Information provided –
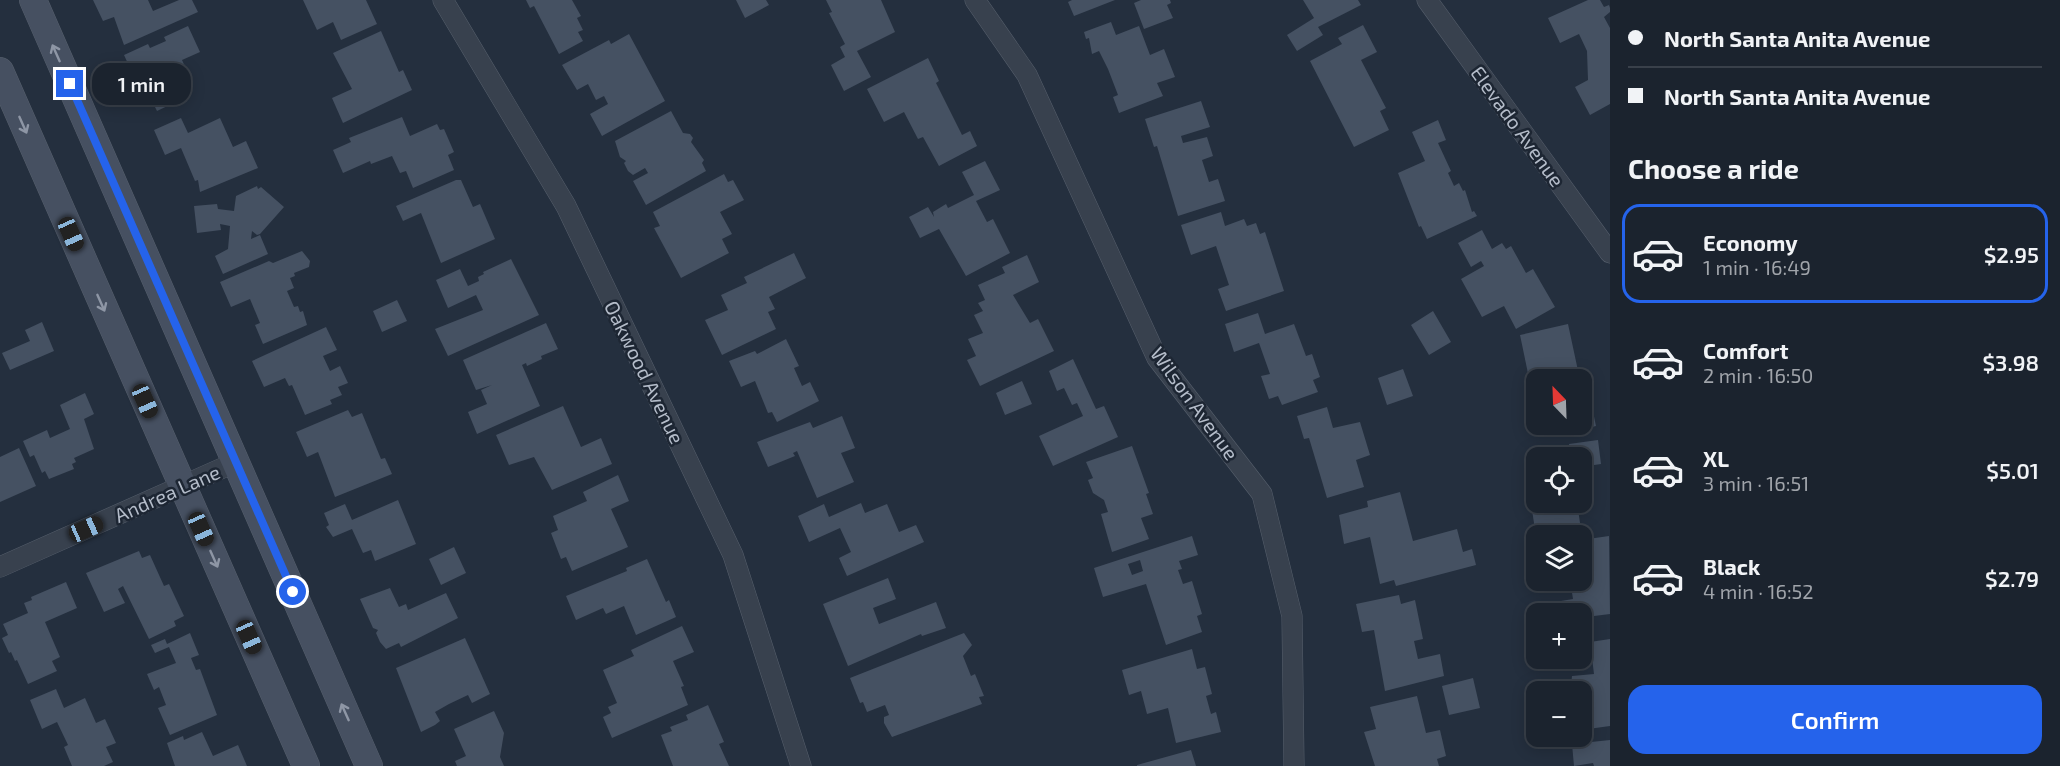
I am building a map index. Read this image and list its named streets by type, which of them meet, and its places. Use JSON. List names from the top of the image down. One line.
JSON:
{"streets":{"street":["Elevado Avenue","Oakwood Avenue","Wilson Avenue","Andrea Lane"]},"north":"top left","page":{"banner":["North Santa Anita Avenue","North Santa Anita Avenue"],"bubble":"1 min","heading":"Choose a ride","list":[{"name":"Economy","note":"1 min · 16:49","value":"$2.95"},{"name":"Comfort","note":"2 min · 16:50","value":"$3.98"},{"name":"XL","note":"3 min · 16:51","value":"$5.01"},{"name":"Black","note":"4 min · 16:52","value":"$2.79"}],"map_buttons":["+","−"],"buttons":"Confirm"}}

What the task asks – Reproduce the data exactly as it appears above. Pictures are to be left out.

Written solution –
I am building a map index. Read this image and list its named streets by type, which of them meet, and its places. Use JSON. List names from the top of the image down. One line.
JSON:
{"streets":{"street":["Elevado Avenue","Oakwood Avenue","Wilson Avenue","Andrea Lane"]},"north":"top left","page":{"banner":["North Santa Anita Avenue","North Santa Anita Avenue"],"bubble":"1 min","heading":"Choose a ride","list":[{"name":"Economy","note":"1 min · 16:49","value":"$2.95"},{"name":"Comfort","note":"2 min · 16:50","value":"$3.98"},{"name":"XL","note":"3 min · 16:51","value":"$5.01"},{"name":"Black","note":"4 min · 16:52","value":"$2.79"}],"map_buttons":["+","−"],"buttons":"Confirm"}}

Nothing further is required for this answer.